Togo : la restructuration du secteur routier et les 200 millions de dollars de la Banque mondiale sous surveillance
L’annonce par le Conseil des ministres de la création de l’AGEROUTE (Agence des travaux et de gestion des routes) et de la SONAFIR (Société nationale de financement routier) a été présentée avec l’éclat habituel des communications officielles. Bien que cette réorganisation soit dépeinte comme une étape cruciale pour moderniser la gouvernance du secteur routier togolais et optimiser les chantiers, elle suscite de vives interrogations. Pour les spécialistes des flux financiers en Afrique de l’Ouest, ce bouleversement institutionnel s’apparente plutôt à une manœuvre politique calculée. Derrière cette série de décrets et ce remaniement de structures administratives se cacherait une réalité plus trouble : la mise en place d’un système conçu pour absorber, fragmenter et justifier la gestion des 200 millions de dollars récemment octroyés par la Banque mondiale pour l’amélioration des services de transport.
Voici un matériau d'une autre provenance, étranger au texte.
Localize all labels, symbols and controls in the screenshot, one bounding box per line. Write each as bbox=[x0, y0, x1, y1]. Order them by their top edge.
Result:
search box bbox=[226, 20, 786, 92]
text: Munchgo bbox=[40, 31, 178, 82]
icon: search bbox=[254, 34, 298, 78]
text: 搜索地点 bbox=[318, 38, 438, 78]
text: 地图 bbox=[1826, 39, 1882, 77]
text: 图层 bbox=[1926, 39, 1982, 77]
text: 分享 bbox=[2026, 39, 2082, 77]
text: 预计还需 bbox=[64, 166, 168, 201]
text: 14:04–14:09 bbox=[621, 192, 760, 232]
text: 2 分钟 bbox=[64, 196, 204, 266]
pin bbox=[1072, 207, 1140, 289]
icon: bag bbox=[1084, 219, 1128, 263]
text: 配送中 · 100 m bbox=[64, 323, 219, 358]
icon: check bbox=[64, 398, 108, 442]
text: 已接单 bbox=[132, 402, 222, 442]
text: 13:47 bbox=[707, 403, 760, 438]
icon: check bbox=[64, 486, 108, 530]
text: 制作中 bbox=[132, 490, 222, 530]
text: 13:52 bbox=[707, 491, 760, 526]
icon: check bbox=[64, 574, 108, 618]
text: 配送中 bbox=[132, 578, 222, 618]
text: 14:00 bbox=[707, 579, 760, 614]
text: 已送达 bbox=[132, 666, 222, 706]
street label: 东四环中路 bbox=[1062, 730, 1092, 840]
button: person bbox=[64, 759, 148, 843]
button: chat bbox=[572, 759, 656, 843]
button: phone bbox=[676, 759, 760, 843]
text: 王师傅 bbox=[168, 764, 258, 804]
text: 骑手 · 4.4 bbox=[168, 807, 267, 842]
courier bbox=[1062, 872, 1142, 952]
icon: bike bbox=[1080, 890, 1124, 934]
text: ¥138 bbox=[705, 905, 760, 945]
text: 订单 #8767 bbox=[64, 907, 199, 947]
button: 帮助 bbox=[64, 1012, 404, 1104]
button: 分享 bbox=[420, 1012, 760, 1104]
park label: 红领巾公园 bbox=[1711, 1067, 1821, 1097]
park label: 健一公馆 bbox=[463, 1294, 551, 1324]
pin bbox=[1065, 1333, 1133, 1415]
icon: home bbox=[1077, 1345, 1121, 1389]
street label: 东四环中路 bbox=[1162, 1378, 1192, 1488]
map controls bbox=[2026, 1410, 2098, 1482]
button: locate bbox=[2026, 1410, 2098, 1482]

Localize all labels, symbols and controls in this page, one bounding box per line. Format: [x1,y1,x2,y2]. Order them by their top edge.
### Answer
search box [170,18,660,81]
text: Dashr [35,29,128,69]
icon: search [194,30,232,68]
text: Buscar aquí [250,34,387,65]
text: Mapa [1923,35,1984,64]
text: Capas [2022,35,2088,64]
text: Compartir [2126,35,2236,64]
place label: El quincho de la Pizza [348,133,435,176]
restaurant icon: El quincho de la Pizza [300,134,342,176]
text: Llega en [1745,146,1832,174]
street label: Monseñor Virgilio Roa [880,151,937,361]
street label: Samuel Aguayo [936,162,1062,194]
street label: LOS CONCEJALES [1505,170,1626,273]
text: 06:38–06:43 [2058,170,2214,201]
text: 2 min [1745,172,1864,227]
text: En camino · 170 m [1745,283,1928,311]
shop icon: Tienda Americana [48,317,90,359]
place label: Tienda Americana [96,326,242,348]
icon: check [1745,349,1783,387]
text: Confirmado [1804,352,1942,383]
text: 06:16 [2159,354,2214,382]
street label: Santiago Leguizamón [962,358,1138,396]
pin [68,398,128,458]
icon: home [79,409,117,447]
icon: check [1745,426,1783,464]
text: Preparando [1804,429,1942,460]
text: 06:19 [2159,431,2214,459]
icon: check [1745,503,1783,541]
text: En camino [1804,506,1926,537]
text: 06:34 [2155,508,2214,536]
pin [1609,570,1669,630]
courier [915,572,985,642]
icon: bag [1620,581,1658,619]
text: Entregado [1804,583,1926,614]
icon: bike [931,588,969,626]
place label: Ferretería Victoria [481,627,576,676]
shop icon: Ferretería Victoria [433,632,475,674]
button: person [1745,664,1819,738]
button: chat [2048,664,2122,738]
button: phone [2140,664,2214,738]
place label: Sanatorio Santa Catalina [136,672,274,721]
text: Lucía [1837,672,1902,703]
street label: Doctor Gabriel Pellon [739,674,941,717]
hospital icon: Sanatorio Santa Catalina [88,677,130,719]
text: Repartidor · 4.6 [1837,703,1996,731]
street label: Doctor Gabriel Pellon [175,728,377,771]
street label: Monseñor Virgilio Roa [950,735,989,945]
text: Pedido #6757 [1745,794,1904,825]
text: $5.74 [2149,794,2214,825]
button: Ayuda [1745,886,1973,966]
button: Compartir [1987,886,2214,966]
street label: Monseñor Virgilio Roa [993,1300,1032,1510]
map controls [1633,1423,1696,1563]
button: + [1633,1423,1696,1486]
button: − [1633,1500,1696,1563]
Une réorganisation opportune au moment des financements
Au Togo, le calendrier des décisions publiques est rarement le fruit du hasard, mais souvent celui de calculs politiques. La question se pose : pourquoi démanteler l’ancienne SAFER (Société autonome de financement de l’entretien routier) et segmenter le domaine routier précisément à cet instant ? La réponse semble se trouver dans l’attente des bailleurs de fonds. L’arrivée imminente de l’enveloppe substantielle de 200 millions de dollars de la Banque mondiale aiguise les appétits et rend nécessaire une refonte des mécanismes de réception de ces fonds.
La création simultanée de la SONAFIR, dont la mission est de mobiliser et diversifier les financements, et de l’AGEROUTE, responsable de l’exécution technique des projets, instaure une division jugée artificielle. Ce dédoublement des entités est perçu comme un moyen idéal de diluer les responsabilités. En établissant de nouvelles structures juridiques, le pouvoir en place pourrait opportunément s’affranchir des garde-fous administratifs préexistants, des audits en cours et des règles de contrôle budgétaire classiques. L’objectif serait de faire table rase du passé pour effacer toute traçabilité future.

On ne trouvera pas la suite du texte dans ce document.